Did a quick scan and could not find any discussion on the implamentation of the draft to carry out george’s war. What do you think, will or won’t?


No. There’s no reason to. We can beat Iraq without a draft…we should have enough troops. Besides, Rumsfeld has publicly spoken against the idea, arguing that draftees don’t make good soldiers.

Considering the last draft law authorizing conscription expired in 1973, Congress would have to pass new legislation to reinstate the draft. I don’t see that happening, it would be very unpopular, and would be political suicide.

Like the others have said. Not a snowball’s chance in Hell. No reason to, couldn’t get it done if they wanted to.


Yes, while I agree that this would take congressional approval, if george wishes to fight terrorism and protect the world from terrorists in every corner of the world it would seem to me that a much bigger military presence would be in order.

Wouldn’t you think that to protect the oil fields and production facilities in the Middle East would take an army?

Then you add in Korea, South and Central America, Asia and the rest I can’t emagine that we could do this with a volunteer only armed forces.

I hope not. The last thing I need is someone who doesn’t want to be there distracting me from doing my job.

No need to imagine. It’s already being done.

Not only would a draft be highly unpopular on its own, it would dramatically increase scrutiny of any further military ventures.

The draft will likely have to wait until our pre-emptive attack on Iran. We’ve now decided that they’re pursuing Weapons of Mass Destruction, and we’ve already got some troops in the area. Say ~October of 2004 ?

I’m starting to think, for this administration to achieve its goal, it has to create a crisis of global proportions. I keep going back to the PNRC’s mission statement. Without a global crisis there is no reason to give up our democracy for safety. Hmmm… Am I just paranoid?

Meant ro say PNAC. oop’s

The Draft is hot this year as are watchplaids and knee-length skirts.

This is a, as they like to say in DC, a “non-starter”.

There are a few Congressmen trying to do an end run around Bush, but even they admit that they’re just trying to get attention for their anti war stance.

And yes, SpyFly, you are paranoid. You may not like Bush but if he turns this country into a police state (as some people think) I’ll eat my hat and every hat within a hundred mile radius.

As others have said, there is (and will not be) any need. The modern U.S. military is capital-intensive, not manpower-intensive. Extremely sophisticated, expensive technology more than makes up for what we lack in numbers.

Rahter, “there is not (and will not be) . . .”

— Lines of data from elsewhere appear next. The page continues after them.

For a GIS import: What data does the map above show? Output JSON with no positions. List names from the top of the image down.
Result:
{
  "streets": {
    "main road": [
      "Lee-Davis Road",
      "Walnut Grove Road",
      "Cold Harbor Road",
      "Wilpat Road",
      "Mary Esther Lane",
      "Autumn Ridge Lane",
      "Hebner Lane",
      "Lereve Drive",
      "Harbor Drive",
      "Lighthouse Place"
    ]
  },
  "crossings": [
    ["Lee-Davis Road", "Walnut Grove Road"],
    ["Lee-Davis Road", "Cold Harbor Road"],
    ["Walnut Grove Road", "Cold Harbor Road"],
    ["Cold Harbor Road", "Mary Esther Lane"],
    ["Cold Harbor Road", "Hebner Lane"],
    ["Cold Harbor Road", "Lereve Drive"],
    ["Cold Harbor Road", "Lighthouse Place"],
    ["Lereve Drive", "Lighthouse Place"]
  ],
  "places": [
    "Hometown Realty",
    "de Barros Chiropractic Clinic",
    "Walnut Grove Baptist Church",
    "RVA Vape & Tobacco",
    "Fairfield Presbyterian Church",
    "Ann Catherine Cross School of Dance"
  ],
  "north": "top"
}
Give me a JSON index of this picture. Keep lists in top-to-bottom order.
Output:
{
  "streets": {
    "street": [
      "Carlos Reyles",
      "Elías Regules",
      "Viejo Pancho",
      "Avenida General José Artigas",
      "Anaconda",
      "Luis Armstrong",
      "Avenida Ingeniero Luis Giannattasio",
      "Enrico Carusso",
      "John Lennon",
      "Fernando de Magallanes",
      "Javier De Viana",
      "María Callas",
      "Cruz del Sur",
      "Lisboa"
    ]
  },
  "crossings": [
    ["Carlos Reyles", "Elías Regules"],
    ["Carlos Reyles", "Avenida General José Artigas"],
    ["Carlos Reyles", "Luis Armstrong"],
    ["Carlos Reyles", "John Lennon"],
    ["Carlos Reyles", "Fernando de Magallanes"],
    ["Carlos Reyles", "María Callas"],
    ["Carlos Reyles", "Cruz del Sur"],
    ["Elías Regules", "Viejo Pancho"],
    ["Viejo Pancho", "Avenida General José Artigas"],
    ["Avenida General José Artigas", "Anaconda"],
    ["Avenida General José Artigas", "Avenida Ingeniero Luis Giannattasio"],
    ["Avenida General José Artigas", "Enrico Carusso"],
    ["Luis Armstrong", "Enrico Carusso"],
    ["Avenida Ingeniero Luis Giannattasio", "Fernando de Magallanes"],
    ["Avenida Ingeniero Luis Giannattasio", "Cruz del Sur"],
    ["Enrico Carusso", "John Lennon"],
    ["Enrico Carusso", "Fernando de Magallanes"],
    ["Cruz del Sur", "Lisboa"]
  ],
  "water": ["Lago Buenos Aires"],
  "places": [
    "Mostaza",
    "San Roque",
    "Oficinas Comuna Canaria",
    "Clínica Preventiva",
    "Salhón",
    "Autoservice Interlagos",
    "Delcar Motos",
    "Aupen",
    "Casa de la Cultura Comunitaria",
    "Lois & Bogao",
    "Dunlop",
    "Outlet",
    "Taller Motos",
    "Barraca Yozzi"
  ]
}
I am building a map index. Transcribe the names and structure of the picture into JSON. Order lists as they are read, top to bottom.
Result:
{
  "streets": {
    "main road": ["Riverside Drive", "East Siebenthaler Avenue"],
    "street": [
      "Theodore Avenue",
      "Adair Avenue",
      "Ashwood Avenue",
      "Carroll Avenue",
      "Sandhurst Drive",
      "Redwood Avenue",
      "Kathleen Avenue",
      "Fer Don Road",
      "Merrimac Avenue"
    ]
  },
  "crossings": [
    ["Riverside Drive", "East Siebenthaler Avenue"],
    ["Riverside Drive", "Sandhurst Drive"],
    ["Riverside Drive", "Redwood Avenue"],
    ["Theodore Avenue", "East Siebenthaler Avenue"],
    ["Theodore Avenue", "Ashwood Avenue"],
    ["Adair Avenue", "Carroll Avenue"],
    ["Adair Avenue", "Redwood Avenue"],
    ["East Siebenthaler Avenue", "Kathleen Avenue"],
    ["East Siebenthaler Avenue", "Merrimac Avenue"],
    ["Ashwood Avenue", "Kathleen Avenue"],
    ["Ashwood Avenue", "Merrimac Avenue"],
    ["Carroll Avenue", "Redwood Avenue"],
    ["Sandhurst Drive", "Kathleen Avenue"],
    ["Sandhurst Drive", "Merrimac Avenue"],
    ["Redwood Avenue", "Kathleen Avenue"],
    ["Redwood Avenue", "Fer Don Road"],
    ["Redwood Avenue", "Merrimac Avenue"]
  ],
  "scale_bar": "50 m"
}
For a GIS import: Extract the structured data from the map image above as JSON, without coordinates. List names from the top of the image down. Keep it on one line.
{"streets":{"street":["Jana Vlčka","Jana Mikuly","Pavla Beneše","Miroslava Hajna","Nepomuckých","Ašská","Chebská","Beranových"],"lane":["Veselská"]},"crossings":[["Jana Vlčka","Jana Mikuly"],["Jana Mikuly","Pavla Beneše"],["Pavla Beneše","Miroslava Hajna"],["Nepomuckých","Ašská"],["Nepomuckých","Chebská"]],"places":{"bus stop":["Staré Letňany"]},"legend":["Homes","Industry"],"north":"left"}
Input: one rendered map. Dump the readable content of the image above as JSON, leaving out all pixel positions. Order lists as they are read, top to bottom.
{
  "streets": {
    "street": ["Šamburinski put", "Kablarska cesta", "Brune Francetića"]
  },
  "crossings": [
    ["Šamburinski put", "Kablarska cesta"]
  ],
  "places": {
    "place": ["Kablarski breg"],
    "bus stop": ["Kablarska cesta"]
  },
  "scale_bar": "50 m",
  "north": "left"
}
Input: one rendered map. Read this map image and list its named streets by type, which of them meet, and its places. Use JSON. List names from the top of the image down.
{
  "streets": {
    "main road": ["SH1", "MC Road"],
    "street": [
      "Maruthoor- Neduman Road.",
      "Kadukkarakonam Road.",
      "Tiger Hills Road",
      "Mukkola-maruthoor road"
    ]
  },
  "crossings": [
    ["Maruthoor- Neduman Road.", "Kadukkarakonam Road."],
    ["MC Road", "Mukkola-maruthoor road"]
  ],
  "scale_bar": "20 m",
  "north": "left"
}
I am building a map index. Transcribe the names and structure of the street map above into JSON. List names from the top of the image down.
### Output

Rumsfeld got into bit of trouble recently because he said something which got misconstrued as meaning, “Draftees are worthless,” when he meant to say that an all volunteer military would have a higher morale level than a military composed of conscripts, since, in theory, the volunteers want to be there. A draft now, or at any time other than a post-nuclear attacked US would be the immediate deathknell for any politicians career. (They’d be lucky if their own staff didn’t lynch 'em, honestly.)

Nope. considering that the countries of the first world are generally united when a problem occurs, i don’t see why there would need to be a draft.

At the moment, the only American politicians calling for a draft are liberal, anti-war Democrats like Charles Rangel. People like Rangel hope that, if there were a draft, the American middle and upper classes would suddenly realize, "Oh! It could be MY kids sent off to fight in a war! Well, forget it! Bring ‘the boys’ home, and never take military action anywhere!’ "

Now, unlike Rangel, I’m not a peacenik. Still, he’s not completely wrong. I don’t think it’s healthy for American society to have a stark class divide in the military. If a cause is genuinely worth fighting for, genuinely worth risking lives for, the sacrifices ought not be limited just to the poor and working class Americans who make up most of our fighting forces.

I don’t see any likelihood of the draft making a comeback, but the idea has real merit.

Astorian, I was taught that there was a class divide in the Vietnam War draft. Not to mention some of the other debacles I’ve heard of about that one. It seems to me that a volunteer army, made up of people who want to be there, even if they are trying to get ahead using the service, is far better than some attempt at “democratization”, especially when we don’t need it.